What lines in the records below mention "América"? List them all.
Record excerpts section start
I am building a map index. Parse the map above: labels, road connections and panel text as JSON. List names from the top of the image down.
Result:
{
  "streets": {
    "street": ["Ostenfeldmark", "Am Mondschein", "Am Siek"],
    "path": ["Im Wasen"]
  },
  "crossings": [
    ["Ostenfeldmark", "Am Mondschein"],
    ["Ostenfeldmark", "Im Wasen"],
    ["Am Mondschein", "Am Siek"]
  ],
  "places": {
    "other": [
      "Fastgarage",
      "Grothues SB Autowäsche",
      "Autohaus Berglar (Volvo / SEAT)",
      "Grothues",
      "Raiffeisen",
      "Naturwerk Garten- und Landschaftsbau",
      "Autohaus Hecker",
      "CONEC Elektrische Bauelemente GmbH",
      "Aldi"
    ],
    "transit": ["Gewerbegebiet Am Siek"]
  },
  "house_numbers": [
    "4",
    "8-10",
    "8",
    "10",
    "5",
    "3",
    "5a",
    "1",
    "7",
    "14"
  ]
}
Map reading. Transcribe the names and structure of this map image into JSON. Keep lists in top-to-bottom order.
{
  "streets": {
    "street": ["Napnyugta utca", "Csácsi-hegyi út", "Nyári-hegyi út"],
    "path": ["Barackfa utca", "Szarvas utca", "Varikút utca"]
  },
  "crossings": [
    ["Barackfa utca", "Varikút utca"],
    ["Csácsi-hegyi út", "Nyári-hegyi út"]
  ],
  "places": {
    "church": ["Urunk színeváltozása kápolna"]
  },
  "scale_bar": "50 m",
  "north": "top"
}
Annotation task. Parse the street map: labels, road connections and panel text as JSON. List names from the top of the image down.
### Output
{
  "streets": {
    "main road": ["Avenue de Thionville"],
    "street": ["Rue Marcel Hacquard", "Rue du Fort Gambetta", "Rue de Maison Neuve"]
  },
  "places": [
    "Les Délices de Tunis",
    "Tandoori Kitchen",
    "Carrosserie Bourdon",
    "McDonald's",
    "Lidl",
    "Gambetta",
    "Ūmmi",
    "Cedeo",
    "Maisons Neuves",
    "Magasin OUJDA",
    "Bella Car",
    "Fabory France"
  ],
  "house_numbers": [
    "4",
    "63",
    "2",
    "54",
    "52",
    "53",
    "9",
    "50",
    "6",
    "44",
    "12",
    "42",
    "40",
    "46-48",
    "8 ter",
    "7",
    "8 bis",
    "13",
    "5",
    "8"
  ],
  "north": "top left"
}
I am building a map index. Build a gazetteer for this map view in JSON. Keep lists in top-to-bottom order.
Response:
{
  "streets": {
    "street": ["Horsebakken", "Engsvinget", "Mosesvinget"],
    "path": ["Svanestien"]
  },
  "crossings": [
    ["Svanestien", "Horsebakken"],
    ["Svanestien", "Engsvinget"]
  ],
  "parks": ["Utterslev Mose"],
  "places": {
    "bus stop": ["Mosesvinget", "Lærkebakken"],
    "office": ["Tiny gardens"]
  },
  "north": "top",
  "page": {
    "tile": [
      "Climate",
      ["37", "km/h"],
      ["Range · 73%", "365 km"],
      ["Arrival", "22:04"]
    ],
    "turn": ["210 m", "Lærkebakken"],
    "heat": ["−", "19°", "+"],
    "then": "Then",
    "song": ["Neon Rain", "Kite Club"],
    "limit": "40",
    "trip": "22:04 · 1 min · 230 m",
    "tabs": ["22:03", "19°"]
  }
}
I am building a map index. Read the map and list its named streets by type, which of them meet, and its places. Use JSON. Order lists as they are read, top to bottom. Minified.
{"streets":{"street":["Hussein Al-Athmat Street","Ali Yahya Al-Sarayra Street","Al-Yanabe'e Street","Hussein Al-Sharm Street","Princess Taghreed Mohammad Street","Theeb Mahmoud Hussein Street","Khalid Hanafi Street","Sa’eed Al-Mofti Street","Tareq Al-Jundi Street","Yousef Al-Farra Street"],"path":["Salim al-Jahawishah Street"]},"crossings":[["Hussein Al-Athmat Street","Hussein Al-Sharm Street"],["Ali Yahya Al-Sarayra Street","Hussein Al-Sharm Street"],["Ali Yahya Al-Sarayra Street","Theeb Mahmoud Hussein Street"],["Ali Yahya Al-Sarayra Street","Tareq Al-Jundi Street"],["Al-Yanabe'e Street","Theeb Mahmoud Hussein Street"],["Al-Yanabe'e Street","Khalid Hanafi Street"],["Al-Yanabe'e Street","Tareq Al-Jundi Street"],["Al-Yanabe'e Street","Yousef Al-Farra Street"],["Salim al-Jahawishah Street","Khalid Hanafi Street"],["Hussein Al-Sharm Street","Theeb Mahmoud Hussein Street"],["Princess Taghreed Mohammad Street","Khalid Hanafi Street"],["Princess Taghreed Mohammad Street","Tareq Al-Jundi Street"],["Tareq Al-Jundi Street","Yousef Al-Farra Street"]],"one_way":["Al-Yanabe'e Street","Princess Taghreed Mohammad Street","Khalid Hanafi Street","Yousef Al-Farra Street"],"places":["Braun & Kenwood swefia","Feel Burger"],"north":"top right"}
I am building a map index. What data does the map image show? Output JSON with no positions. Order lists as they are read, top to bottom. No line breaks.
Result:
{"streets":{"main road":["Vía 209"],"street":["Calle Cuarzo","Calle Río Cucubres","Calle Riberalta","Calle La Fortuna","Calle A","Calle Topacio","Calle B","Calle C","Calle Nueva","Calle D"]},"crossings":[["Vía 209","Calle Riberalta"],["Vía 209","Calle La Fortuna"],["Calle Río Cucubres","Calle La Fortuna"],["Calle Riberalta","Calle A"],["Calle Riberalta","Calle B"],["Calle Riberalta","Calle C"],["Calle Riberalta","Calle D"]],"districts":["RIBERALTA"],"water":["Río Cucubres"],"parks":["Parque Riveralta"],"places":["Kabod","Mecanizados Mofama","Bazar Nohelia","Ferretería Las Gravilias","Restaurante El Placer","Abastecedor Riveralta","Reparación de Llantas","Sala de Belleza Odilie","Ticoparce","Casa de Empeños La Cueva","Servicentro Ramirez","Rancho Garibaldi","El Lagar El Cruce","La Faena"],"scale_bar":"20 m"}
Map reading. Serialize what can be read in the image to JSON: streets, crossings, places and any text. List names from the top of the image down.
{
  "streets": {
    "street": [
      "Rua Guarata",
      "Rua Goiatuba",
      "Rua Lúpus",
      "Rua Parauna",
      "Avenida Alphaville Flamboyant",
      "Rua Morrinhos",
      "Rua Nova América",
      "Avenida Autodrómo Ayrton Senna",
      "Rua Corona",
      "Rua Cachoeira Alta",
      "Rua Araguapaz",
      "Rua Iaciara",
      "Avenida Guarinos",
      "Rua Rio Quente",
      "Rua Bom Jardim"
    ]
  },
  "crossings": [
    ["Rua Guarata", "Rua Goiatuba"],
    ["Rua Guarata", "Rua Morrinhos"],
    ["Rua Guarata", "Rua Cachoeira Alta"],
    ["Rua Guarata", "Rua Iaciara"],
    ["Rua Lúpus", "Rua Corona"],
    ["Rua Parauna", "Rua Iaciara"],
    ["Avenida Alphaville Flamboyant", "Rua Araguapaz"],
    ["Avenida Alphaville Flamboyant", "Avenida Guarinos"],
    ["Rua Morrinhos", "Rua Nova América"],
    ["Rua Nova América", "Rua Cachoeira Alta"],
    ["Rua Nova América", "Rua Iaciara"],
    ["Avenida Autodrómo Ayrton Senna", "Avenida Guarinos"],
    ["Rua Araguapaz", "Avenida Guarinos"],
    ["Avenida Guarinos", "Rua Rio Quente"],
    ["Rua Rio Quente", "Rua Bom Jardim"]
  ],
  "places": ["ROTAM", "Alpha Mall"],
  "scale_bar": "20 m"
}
Record excerpts section end
§ **Problem solution**:
      "Rua Nova América",
    ["Rua Morrinhos", "Rua Nova América"],
    ["Rua Nova América", "Rua Cachoeira Alta"],
    ["Rua Nova América", "Rua Iaciara"],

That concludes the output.